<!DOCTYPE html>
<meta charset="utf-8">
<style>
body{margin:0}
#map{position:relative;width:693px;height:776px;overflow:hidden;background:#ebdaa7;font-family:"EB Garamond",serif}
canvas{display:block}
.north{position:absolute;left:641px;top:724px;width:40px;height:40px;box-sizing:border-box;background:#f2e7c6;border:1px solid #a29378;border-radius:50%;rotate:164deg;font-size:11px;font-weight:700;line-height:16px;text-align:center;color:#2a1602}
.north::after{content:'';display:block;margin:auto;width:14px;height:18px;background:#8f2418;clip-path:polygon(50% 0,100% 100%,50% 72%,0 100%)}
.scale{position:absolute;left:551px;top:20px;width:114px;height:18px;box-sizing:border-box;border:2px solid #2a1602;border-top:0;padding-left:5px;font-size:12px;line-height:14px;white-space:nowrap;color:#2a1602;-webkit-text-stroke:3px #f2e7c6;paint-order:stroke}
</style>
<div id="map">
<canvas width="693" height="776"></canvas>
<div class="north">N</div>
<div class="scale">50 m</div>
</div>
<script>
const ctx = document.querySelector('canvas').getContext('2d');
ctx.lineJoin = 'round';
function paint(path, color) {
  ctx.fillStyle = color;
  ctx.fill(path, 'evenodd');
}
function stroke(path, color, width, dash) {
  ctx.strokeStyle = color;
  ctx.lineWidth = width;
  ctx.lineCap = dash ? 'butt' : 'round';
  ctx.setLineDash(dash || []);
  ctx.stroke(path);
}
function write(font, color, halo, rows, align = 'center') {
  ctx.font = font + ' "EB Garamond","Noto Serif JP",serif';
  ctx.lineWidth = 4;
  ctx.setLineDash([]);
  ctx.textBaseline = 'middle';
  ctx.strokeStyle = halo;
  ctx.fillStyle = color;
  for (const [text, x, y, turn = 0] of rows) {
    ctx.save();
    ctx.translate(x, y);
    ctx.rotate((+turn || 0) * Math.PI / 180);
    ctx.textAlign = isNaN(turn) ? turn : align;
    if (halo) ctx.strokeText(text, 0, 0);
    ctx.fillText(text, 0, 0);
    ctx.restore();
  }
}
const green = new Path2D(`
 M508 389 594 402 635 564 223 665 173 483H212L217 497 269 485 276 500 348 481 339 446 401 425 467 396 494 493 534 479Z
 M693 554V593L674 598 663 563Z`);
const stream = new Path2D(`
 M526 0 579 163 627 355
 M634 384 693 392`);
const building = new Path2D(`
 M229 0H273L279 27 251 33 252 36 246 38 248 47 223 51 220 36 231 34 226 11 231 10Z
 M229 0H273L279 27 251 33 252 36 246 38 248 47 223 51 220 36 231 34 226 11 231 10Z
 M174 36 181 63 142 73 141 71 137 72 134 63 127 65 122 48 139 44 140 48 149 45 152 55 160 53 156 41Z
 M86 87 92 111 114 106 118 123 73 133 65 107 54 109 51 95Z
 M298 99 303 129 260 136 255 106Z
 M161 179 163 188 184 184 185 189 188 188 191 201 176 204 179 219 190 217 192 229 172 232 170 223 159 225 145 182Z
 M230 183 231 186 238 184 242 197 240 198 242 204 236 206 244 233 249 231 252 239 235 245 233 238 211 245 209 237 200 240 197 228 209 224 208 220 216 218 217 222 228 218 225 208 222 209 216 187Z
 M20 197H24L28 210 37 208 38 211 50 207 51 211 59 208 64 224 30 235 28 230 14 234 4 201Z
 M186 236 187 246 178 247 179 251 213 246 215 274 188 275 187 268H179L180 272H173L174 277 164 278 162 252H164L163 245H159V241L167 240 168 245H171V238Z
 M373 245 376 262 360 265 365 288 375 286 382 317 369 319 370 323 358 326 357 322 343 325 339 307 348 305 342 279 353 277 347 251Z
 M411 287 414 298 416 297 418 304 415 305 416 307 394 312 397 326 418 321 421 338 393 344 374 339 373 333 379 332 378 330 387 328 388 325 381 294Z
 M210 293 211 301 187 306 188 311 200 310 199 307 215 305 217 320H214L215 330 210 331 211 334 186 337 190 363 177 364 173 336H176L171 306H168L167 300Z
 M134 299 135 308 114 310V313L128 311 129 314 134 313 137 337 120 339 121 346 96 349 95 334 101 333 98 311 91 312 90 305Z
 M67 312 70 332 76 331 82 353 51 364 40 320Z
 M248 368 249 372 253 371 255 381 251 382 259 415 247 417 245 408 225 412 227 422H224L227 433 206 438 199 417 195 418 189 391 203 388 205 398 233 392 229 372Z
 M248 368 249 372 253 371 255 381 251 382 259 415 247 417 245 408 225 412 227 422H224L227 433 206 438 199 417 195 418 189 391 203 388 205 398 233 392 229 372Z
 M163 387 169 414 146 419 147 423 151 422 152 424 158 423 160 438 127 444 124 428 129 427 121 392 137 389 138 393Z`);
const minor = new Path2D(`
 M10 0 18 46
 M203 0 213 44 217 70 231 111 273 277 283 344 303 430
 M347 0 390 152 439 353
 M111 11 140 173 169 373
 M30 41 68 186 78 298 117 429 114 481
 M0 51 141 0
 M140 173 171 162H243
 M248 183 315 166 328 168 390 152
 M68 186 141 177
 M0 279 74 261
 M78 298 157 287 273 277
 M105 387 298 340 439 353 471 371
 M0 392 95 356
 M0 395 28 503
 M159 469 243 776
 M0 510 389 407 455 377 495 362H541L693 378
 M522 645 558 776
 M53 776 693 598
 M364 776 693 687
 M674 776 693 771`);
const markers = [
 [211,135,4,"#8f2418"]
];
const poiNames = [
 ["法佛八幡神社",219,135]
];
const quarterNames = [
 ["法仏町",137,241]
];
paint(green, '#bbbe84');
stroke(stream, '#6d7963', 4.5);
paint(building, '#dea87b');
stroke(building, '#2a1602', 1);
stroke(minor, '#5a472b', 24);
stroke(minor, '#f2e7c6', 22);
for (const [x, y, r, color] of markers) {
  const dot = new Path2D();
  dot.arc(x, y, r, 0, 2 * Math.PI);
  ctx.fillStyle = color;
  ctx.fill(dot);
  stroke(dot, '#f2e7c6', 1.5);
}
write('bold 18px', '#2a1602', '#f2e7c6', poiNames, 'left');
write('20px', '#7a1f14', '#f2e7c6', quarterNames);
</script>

--------

Exercise brief
Reproduce exactly the entries above, limited to the lines from the one with "function paint(path, color)" through the one with "ctx.strokeStyle = halo;", both included.

Output
function paint(path, color) {
  ctx.fillStyle = color;
  ctx.fill(path, 'evenodd');
}
function stroke(path, color, width, dash) {
  ctx.strokeStyle = color;
  ctx.lineWidth = width;
  ctx.lineCap = dash ? 'butt' : 'round';
  ctx.setLineDash(dash || []);
  ctx.stroke(path);
}
function write(font, color, halo, rows, align = 'center') {
  ctx.font = font + ' "EB Garamond","Noto Serif JP",serif';
  ctx.lineWidth = 4;
  ctx.setLineDash([]);
  ctx.textBaseline = 'middle';
  ctx.strokeStyle = halo;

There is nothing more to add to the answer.